### Your instructions
Only one stretch of the records below should be repeated. It starts with the line containing "M826,87l21,-6" and goes on through the line containing "1L-7-2ZM-4 1L0 2.5L4", exactly as written.

(Dataset entries)
------------------------
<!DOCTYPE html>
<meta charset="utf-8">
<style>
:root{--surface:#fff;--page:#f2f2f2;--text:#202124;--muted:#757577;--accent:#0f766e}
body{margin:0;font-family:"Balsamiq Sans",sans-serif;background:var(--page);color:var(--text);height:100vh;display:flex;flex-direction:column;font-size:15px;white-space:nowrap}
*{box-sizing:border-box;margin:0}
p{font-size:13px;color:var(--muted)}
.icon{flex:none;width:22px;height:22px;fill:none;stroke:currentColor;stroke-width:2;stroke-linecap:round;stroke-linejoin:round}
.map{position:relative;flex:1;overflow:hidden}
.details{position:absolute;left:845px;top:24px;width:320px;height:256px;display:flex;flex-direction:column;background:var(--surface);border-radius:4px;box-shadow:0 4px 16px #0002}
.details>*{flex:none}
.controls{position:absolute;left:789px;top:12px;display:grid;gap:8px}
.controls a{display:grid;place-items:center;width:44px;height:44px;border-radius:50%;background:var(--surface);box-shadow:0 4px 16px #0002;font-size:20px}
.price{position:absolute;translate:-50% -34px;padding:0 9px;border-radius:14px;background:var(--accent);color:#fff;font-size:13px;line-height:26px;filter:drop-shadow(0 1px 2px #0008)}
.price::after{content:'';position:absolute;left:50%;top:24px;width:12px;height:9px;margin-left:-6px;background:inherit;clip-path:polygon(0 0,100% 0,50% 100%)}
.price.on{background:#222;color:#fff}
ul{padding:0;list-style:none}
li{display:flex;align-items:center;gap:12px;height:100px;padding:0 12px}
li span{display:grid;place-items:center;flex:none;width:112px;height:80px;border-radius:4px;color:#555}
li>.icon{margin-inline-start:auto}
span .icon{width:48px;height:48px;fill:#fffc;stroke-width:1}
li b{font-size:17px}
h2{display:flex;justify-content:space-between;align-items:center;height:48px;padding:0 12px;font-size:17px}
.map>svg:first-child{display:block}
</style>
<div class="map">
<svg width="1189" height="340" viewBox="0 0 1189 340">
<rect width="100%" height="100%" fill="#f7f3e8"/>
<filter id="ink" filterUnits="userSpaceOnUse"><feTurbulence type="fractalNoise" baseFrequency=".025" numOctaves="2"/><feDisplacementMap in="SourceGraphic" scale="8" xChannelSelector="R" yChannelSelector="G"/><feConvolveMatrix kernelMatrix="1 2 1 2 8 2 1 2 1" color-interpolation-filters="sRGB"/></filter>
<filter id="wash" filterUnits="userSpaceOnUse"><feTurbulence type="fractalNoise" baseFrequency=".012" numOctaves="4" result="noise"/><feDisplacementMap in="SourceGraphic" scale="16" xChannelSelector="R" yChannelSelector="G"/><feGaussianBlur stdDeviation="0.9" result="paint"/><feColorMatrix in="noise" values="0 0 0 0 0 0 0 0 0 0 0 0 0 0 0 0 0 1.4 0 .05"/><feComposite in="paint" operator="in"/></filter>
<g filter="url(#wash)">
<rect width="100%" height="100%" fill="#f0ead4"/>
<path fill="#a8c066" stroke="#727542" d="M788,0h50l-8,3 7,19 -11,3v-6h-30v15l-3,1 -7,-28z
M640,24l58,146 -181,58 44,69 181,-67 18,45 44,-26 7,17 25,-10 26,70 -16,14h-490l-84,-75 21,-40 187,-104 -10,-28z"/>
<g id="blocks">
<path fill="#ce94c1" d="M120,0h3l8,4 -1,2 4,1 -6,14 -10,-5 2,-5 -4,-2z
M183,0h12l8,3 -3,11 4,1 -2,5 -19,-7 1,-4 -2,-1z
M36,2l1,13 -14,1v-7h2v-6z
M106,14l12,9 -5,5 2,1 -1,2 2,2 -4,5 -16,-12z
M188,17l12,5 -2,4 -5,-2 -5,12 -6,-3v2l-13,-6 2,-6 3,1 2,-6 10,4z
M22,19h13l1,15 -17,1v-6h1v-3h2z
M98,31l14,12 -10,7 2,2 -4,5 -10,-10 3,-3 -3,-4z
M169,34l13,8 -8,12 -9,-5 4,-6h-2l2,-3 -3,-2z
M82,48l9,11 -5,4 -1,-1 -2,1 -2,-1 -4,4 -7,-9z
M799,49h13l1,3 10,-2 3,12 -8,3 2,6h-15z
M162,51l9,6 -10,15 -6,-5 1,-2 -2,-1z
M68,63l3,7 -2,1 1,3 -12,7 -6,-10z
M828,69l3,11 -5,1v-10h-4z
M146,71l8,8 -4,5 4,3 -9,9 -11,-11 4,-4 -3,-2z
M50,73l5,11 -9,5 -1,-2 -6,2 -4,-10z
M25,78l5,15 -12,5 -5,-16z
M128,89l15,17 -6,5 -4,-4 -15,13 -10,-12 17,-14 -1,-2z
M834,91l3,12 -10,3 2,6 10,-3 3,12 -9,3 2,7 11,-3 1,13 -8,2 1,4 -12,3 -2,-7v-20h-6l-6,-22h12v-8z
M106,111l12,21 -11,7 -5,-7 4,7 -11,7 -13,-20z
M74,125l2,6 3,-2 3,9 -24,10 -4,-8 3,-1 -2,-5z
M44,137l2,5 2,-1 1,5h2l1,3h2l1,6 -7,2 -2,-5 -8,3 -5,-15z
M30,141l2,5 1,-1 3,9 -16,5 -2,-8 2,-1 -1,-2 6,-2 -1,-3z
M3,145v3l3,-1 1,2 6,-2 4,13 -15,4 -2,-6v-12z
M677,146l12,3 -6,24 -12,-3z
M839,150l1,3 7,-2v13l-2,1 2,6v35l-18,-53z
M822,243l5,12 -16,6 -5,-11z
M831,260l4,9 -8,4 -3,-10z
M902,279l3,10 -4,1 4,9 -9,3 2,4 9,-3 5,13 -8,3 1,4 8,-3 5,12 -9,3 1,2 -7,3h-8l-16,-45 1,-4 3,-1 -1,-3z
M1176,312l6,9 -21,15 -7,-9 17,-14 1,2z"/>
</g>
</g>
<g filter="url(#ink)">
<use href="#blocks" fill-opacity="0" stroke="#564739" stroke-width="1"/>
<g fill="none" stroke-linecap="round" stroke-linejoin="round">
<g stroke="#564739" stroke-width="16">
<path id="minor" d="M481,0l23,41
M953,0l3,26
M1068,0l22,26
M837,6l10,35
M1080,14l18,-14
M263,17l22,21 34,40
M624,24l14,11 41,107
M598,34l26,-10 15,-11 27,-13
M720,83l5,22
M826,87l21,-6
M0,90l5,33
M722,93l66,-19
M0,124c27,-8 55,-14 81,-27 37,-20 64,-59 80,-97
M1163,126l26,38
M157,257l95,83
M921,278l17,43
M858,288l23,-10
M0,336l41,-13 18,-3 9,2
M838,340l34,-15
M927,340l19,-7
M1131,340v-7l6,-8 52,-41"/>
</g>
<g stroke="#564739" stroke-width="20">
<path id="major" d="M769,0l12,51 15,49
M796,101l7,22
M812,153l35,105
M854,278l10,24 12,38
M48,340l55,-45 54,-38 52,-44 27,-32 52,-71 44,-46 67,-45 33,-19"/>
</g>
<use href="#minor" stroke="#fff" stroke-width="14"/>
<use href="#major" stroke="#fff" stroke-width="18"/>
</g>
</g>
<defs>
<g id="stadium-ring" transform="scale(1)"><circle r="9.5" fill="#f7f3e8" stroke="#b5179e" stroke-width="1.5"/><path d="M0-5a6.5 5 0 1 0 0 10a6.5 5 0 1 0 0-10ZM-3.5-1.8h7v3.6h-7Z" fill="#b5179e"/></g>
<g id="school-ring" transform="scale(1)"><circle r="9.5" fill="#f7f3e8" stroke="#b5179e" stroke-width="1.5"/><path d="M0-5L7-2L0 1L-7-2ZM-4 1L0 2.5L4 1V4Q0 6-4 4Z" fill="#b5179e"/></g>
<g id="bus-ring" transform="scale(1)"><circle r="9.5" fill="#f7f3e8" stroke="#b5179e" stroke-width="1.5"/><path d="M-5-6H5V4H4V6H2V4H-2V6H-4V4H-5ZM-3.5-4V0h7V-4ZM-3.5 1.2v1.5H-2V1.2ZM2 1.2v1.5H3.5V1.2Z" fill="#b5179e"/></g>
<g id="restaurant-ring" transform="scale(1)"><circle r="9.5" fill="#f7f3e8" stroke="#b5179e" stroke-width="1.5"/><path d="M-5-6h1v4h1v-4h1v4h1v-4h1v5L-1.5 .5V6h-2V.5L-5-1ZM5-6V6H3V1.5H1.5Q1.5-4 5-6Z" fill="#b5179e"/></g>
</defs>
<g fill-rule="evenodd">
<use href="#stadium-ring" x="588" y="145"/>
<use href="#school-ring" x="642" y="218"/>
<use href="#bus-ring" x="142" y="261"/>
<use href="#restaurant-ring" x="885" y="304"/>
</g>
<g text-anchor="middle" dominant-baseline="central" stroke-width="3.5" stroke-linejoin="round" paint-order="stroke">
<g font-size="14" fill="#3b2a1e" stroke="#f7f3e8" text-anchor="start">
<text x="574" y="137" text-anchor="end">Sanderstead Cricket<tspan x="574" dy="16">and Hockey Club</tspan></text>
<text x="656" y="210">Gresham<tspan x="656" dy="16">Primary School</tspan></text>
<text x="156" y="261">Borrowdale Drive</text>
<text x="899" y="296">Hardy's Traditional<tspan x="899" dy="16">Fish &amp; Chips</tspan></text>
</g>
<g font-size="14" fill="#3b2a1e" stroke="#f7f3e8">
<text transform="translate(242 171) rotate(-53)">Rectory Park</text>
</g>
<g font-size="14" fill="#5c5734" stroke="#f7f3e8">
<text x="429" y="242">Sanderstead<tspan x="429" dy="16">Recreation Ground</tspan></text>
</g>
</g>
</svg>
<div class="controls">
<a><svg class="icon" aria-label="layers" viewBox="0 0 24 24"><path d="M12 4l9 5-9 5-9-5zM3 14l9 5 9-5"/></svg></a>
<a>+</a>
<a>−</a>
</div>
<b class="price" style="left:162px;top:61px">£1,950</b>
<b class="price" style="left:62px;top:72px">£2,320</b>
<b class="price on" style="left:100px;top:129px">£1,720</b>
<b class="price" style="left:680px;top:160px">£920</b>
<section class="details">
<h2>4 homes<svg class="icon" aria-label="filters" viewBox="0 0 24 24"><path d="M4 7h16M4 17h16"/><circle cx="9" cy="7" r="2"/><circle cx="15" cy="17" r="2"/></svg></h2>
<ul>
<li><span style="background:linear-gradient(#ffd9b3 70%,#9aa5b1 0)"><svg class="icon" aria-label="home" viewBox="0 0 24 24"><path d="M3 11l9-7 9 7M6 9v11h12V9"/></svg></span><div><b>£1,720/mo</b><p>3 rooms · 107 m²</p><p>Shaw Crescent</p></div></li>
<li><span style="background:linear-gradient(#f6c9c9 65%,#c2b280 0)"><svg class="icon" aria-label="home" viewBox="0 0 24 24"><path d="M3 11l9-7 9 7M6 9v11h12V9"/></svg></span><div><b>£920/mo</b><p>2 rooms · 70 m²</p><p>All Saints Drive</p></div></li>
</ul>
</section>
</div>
------------------------
### Answer to the exercise
M826,87l21,-6
M0,90l5,33
M722,93l66,-19
M0,124c27,-8 55,-14 81,-27 37,-20 64,-59 80,-97
M1163,126l26,38
M157,257l95,83
M921,278l17,43
M858,288l23,-10
M0,336l41,-13 18,-3 9,2
M838,340l34,-15
M927,340l19,-7
M1131,340v-7l6,-8 52,-41"/>
</g>
<g stroke="#564739" stroke-width="20">
<path id="major" d="M769,0l12,51 15,49
M796,101l7,22
M812,153l35,105
M854,278l10,24 12,38
M48,340l55,-45 54,-38 52,-44 27,-32 52,-71 44,-46 67,-45 33,-19"/>
</g>
<use href="#minor" stroke="#fff" stroke-width="14"/>
<use href="#major" stroke="#fff" stroke-width="18"/>
</g>
</g>
<defs>
<g id="stadium-ring" transform="scale(1)"><circle r="9.5" fill="#f7f3e8" stroke="#b5179e" stroke-width="1.5"/><path d="M0-5a6.5 5 0 1 0 0 10a6.5 5 0 1 0 0-10ZM-3.5-1.8h7v3.6h-7Z" fill="#b5179e"/></g>
<g id="school-ring" transform="scale(1)"><circle r="9.5" fill="#f7f3e8" stroke="#b5179e" stroke-width="1.5"/><path d="M0-5L7-2L0 1L-7-2ZM-4 1L0 2.5L4 1V4Q0 6-4 4Z" fill="#b5179e"/></g>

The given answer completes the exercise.